* _PROVIDED ENTRIES_:

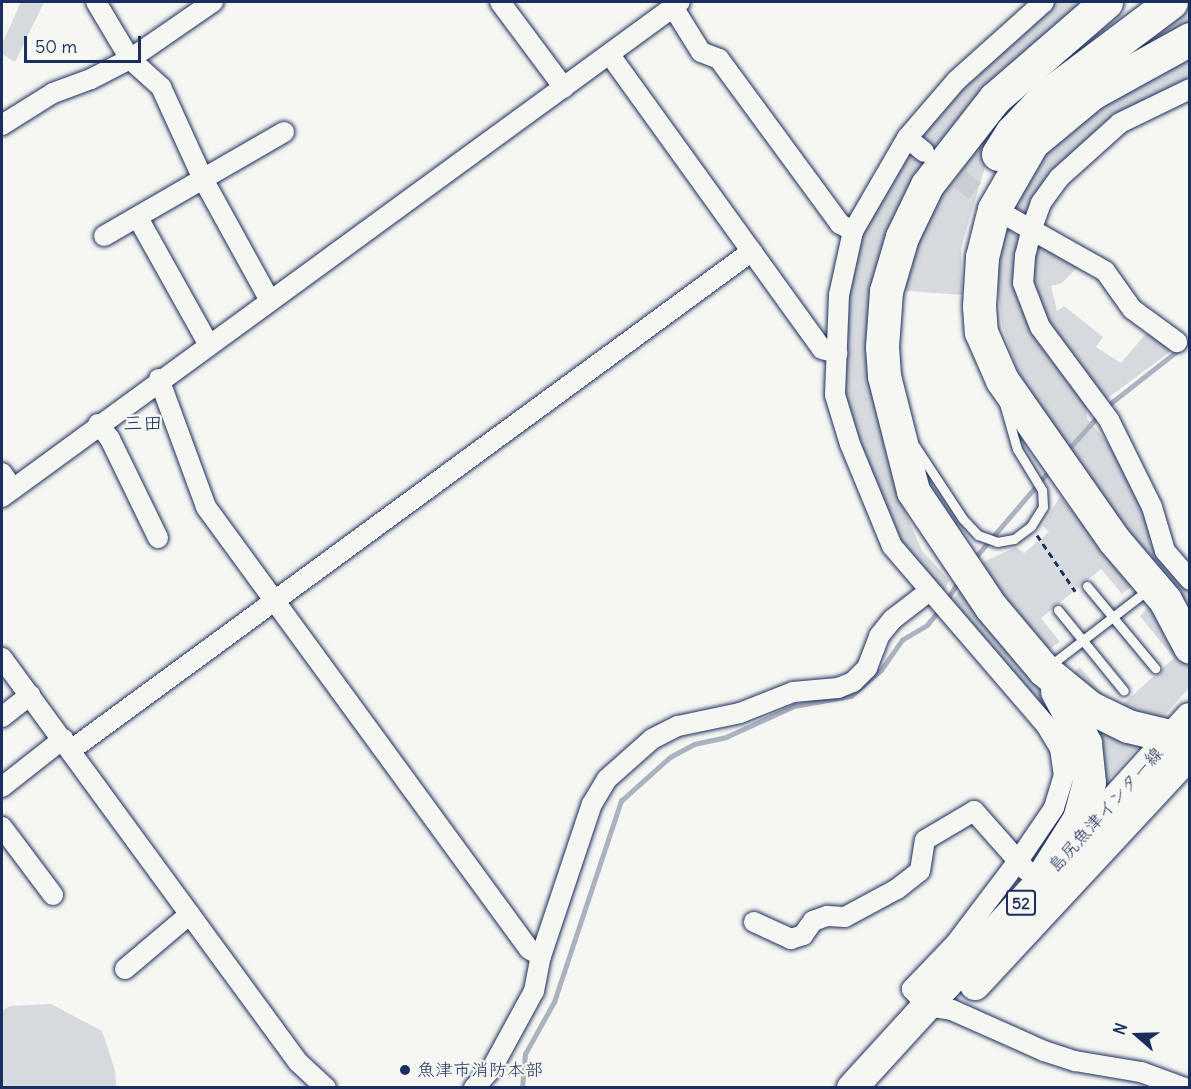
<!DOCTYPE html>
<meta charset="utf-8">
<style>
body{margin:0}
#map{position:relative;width:1191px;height:1089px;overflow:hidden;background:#f6f6f2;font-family:Delius,"Klee One",sans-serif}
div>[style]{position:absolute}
.green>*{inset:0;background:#d6d9dd}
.stream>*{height:4.5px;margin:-2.25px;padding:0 2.25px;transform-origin:2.25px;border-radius:2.25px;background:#abb2c0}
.minor-tunnel>*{height:20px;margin-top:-10px;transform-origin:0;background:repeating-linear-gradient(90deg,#caced4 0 20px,transparent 0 30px)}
.path>*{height:3px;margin-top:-1.5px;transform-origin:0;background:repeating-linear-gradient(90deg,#1b2f5e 0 6px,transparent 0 10.5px)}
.roads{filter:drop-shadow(0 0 2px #1b2f5e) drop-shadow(0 0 2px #1b2f5e)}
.service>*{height:9px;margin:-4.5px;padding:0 4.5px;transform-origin:4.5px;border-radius:4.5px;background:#f6f6f2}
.minor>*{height:20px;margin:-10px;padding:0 10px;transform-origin:10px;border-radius:10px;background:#f6f6f2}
.primary>*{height:30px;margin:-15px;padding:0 15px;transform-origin:15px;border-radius:15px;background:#f6f6f2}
.motorway>*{height:33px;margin:-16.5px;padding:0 16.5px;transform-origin:16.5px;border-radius:16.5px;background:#f6f6f2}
.dots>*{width:16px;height:16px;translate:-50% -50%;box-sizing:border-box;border:3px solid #f6f6f2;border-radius:50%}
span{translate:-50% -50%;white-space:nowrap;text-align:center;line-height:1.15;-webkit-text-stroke:4.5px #f6f6f2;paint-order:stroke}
.shield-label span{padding:2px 4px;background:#f6f6f2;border:2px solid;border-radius:4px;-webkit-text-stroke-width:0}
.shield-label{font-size:16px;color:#1b2f5e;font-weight:700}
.street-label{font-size:18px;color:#1b2f5e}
.poi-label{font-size:18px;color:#1b2f5e}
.left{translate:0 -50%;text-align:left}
.neighbourhood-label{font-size:20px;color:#1b2f5e}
.frame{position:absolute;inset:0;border:3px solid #1b2f5e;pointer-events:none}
.north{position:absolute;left:1107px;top:1005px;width:60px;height:60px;-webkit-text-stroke:4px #f6f6f2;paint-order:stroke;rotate:290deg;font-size:16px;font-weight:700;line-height:24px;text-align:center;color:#1b2f5e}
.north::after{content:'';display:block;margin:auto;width:21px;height:27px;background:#1b2f5e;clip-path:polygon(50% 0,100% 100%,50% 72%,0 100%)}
.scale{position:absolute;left:24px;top:36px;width:117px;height:27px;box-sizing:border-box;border:3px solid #1b2f5e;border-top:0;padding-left:8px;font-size:18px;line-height:21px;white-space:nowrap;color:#1b2f5e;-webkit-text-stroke:4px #f6f6f2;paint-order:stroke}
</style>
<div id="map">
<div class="green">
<div style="clip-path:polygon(21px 2px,44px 2px,15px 62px,2px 54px,2px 44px)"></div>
<div style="clip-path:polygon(1053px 2px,1085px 2px,934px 147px,919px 132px,964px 80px)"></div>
<div style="clip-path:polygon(1188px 2px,1189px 28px,1025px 131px,1120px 51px)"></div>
<div style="clip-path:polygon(1189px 49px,1189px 80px,1142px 101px,1075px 150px,1044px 188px,1030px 218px,1005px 208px,1021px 176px,1081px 111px)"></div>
<div style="clip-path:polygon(998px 123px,961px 248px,962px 295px,896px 290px,912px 238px,960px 159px)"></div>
<div style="clip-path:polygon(911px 156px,925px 162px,893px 224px,896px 490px,922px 551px,949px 580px,941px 599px,899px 546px,868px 474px,840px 385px,844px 303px,859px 241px,897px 167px)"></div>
<div style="clip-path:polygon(1004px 223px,1019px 239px,1015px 282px,1022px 310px,1087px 407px,1087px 419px,1109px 444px,1189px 587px,1189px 610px,1133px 541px,1024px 389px,1002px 326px,996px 268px)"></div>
<div style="clip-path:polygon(1035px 237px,1083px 262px,1062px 283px,1051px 286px,1057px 311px,1064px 306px,1103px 337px,1096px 347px,1121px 363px,1148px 331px,1175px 348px,1104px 401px,1053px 337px,1032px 282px)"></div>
<div style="clip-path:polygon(1060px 496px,1132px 586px,1122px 594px,1101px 569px,1041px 618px,1060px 642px,1046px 651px,979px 564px,1016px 547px,1024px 553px,1049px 532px,1043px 526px)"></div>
<div style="clip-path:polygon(960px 590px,1041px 682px,1070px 761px,948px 606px)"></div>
<div style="clip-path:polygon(1150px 605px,1157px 606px,1168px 617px,1189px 666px,1189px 688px,1153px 728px,1103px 708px,1067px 678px,1080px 667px,1116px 710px,1174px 658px,1140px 616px)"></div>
<div style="clip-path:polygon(1076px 706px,1145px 739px,1094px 795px)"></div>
<div style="clip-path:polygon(51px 1004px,102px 1031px,115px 1071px,116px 1087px,2px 1087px,2px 1011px,10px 1006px)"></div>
</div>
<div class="stream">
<div style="left:1107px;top:406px;width:105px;rotate:-38.1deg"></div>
<div style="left:1067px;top:451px;width:48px;rotate:-48.4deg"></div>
<div style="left:973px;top:560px;width:117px;rotate:-49.5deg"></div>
<div style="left:947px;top:600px;width:21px;rotate:-59deg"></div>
<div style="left:522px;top:1088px;width:34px;rotate:-85deg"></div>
<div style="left:525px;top:1054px;width:60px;rotate:-60.9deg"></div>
<div style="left:554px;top:1002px;width:212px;rotate:-71.6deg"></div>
<div style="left:621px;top:801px;width:66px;rotate:-41.9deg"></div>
<div style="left:670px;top:757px;width:27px;rotate:-28deg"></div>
<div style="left:694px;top:744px;width:33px;rotate:-12deg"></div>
<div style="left:726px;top:737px;width:75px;rotate:-24.5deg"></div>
<div style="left:794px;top:706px;width:58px;rotate:-10deg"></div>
<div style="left:851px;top:696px;width:40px;rotate:-41deg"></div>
<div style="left:881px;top:670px;width:37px;rotate:-55deg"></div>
<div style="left:902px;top:640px;width:29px;rotate:-31deg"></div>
<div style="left:927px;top:625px;width:21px;rotate:-51deg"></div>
</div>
<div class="minor-tunnel">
<div style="left:935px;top:161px;width:85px;rotate:36.9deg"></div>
</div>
<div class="path">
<div style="left:1037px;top:535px;width:68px;rotate:55.8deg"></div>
</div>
<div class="roads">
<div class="service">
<div style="left:915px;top:446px;width:87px;rotate:56.7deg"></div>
<div style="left:963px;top:519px;width:22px;rotate:47deg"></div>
<div style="left:978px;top:535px;width:20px;rotate:20deg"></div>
<div style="left:997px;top:542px;width:17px;rotate:-10deg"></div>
<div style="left:1014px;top:539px;width:21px;rotate:-37deg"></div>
<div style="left:1031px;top:526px;width:22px;rotate:-58deg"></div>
<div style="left:1043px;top:507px;width:17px;rotate:-93deg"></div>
<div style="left:1042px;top:490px;width:48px;rotate:-121.4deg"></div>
<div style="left:1017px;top:449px;width:51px;rotate:-105.9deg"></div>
<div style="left:1087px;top:586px;width:107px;rotate:50.3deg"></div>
<div style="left:1058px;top:610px;width:104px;rotate:50.8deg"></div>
<div style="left:1048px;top:667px;width:128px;rotate:-37.7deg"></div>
</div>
<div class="minor">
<div style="left:96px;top:2px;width:66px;rotate:59.2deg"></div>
<div style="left:130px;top:59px;width:42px;rotate:42.1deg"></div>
<div style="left:161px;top:87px;width:101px;rotate:65.5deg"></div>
<div style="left:203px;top:179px;width:137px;rotate:61.2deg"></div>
<div style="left:500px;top:2px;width:107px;rotate:53.3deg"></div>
<div style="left:1044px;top:2px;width:118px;rotate:138.1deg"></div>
<div style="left:956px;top:81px;width:75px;rotate:130.7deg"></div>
<div style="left:907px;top:138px;width:108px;rotate:120.1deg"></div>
<div style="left:853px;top:231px;width:66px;rotate:102.3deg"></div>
<div style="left:839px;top:295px;width:100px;rotate:92.3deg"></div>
<div style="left:835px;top:395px;width:51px;rotate:73deg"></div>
<div style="left:850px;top:444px;width:110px;rotate:67.6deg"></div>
<div style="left:892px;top:546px;width:236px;rotate:49.3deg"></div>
<div style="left:1046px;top:725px;width:27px;rotate:59deg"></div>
<div style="left:1060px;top:748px;width:27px;rotate:82deg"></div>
<div style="left:1064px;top:775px;width:34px;rotate:107deg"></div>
<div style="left:1054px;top:808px;width:64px;rotate:124.2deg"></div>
<div style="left:1018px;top:861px;width:103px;rotate:127.1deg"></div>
<div style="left:956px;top:943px;width:64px;rotate:133.7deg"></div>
<div style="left:912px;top:989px;width:23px;rotate:49deg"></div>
<div style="left:927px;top:1006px;width:25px;rotate:9deg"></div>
<div style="left:952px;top:1010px;width:101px;rotate:24deg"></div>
<div style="left:1044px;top:1051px;width:33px;rotate:18deg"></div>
<div style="left:1075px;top:1061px;width:67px;rotate:9.5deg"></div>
<div style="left:1141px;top:1072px;width:47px;rotate:20deg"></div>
<div style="left:673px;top:7px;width:53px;rotate:58.1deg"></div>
<div style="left:701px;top:52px;width:19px;rotate:21deg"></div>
<div style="left:719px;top:59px;width:205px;rotate:53.7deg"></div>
<div style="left:840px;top:224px;width:15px;rotate:28deg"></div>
<div style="left:610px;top:55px;width:362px;rotate:54.2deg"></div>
<div style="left:822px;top:349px;width:16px;rotate:15deg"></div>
<div style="left:1190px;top:89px;width:78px;rotate:154.1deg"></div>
<div style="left:1120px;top:123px;width:82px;rotate:138deg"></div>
<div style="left:1059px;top:178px;width:31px;rotate:126deg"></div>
<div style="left:1041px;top:203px;width:27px;rotate:110deg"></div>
<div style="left:1032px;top:228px;width:29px;rotate:104deg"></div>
<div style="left:1025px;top:256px;width:27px;rotate:94deg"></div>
<div style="left:1023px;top:283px;width:47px;rotate:68.9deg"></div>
<div style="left:1040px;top:327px;width:116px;rotate:53.4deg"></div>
<div style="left:1109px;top:420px;width:97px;rotate:63.7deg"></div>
<div style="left:1152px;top:507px;width:46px;rotate:73.5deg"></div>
<div style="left:1165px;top:551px;width:38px;rotate:49deg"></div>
<div style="left:2px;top:125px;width:60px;rotate:-32.1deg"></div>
<div style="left:53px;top:93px;width:40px;rotate:-20.2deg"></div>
<div style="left:91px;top:79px;width:44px;rotate:-27.1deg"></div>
<div style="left:130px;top:59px;width:101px;rotate:-34.5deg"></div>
<div style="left:907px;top:138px;width:22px;rotate:39deg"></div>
<div style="left:1009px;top:217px;width:110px;rotate:29.4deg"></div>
<div style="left:1105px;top:271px;width:47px;rotate:54.6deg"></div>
<div style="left:1132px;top:309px;width:56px;rotate:36.3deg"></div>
<div style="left:138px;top:218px;width:143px;rotate:60.8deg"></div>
<div style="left:104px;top:236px;width:208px;rotate:-30deg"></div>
<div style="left:159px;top:379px;width:136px;rotate:69.8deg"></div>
<div style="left:206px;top:507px;width:547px;rotate:53.84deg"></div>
<div style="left:529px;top:949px;width:14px;rotate:30deg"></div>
<div style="left:98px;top:424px;width:19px;rotate:51deg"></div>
<div style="left:110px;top:439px;width:110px;rotate:64.1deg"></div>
<div style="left:2px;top:473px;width:18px;rotate:56deg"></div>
<div style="left:2px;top:497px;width:839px;rotate:-36.13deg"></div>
<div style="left:2px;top:658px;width:501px;rotate:53.77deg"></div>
<div style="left:298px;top:1062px;width:38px;rotate:43deg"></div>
<div style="left:2px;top:717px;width:36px;rotate:-38deg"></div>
<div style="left:71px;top:750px;width:844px;rotate:-36.23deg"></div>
<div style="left:2px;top:787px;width:78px;rotate:-38.2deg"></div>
<div style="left:2px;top:827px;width:85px;rotate:53.1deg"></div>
<div style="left:754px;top:922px;width:41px;rotate:24.7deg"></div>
<div style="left:791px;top:939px;width:13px;rotate:-18deg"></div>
<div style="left:803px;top:935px;width:17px;rotate:-54deg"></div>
<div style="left:813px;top:921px;width:15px;rotate:-20deg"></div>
<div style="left:827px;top:916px;width:18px;rotate:3deg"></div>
<div style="left:845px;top:917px;width:59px;rotate:-28.3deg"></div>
<div style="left:897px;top:889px;width:29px;rotate:-38deg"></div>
<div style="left:920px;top:871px;width:31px;rotate:-81deg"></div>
<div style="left:925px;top:840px;width:57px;rotate:-30.6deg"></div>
<div style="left:974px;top:811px;width:80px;rotate:48.5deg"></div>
<div style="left:125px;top:969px;width:85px;rotate:-40.2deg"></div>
<div style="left:474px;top:1088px;width:27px;rotate:-48deg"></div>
<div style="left:492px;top:1068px;width:88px;rotate:-61.4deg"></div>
<div style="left:534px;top:991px;width:36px;rotate:-79deg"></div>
<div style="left:541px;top:956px;width:160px;rotate:-71.5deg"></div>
<div style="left:592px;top:804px;width:29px;rotate:-59deg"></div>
<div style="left:607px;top:779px;width:60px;rotate:-41.6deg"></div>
<div style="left:652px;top:739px;width:29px;rotate:-27deg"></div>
<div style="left:678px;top:726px;width:63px;rotate:-11.8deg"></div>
<div style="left:740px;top:713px;width:57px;rotate:-21.6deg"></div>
<div style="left:793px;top:692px;width:45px;rotate:-5.1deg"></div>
<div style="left:838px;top:688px;width:16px;rotate:-22deg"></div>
<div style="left:853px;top:682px;width:20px;rotate:-45deg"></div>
<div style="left:867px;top:668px;width:34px;rotate:-69deg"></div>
<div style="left:879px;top:636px;width:22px;rotate:-51deg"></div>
<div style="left:893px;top:619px;width:44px;rotate:-37.6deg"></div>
</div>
<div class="primary">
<div style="left:975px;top:985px;width:316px;rotate:-47.1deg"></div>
<div style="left:852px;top:1088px;width:501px;rotate:-47.59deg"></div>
</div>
<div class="motorway">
<div style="left:1106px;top:2px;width:147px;rotate:139.1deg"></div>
<div style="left:995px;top:98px;width:110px;rotate:128deg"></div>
<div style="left:927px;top:185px;width:58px;rotate:115.7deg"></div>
<div style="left:902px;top:237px;width:56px;rotate:106.5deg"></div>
<div style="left:886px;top:291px;width:56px;rotate:94.1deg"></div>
<div style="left:882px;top:347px;width:29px;rotate:86deg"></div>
<div style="left:884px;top:376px;width:119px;rotate:75.8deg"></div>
<div style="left:913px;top:491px;width:140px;rotate:56.1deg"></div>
<div style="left:991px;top:607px;width:82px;rotate:49.9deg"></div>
<div style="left:1044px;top:670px;width:58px;rotate:39.4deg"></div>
<div style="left:1089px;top:707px;width:43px;rotate:26deg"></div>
<div style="left:1128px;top:726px;width:64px;rotate:13.6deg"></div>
<div style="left:1190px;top:39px;width:112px;rotate:151.1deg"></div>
<div style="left:1092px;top:93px;width:78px;rotate:140.2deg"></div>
<div style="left:1032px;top:143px;width:76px;rotate:119.9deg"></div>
<div style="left:994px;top:209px;width:49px;rotate:104deg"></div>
<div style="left:982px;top:257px;width:49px;rotate:93.5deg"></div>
<div style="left:979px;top:306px;width:26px;rotate:86deg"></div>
<div style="left:981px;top:332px;width:52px;rotate:66.4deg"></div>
<div style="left:1002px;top:380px;width:195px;rotate:55deg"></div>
<div style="left:1114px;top:540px;width:79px;rotate:49.6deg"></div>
<div style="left:1165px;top:600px;width:53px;rotate:62deg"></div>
<div style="left:998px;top:154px;width:26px;rotate:-58deg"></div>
<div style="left:1012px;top:132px;width:50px;rotate:-46.6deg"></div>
<div style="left:1046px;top:96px;width:156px;rotate:-36.9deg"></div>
<div style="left:1038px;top:884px;width:77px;rotate:-57.8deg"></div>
<div style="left:1079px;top:819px;width:38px;rotate:-75deg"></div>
<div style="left:1089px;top:782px;width:39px;rotate:-96deg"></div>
<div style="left:1085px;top:743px;width:59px;rotate:-118.3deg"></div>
</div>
</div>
<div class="dots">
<div style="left:405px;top:1070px;background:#1b2f5e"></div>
</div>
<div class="shield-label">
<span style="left:1021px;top:903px">52</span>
</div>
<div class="street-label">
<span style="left:1106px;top:810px;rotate:-48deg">島尻魚津インター線</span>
</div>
<div class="poi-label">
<span class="left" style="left:417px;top:1070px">魚津市消防本部</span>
</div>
<div class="neighbourhood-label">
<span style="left:143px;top:422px">三田</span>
</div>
<div class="frame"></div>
<div class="north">N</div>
<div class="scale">50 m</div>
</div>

* _EXERCISE REQUIREMENTS_: Find the lines of the listing above that hold "stream". Please copy them.

* _REPLY_:
.stream>*{height:4.5px;margin:-2.25px;padding:0 2.25px;transform-origin:2.25px;border-radius:2.25px;background:#abb2c0}
<div class="stream">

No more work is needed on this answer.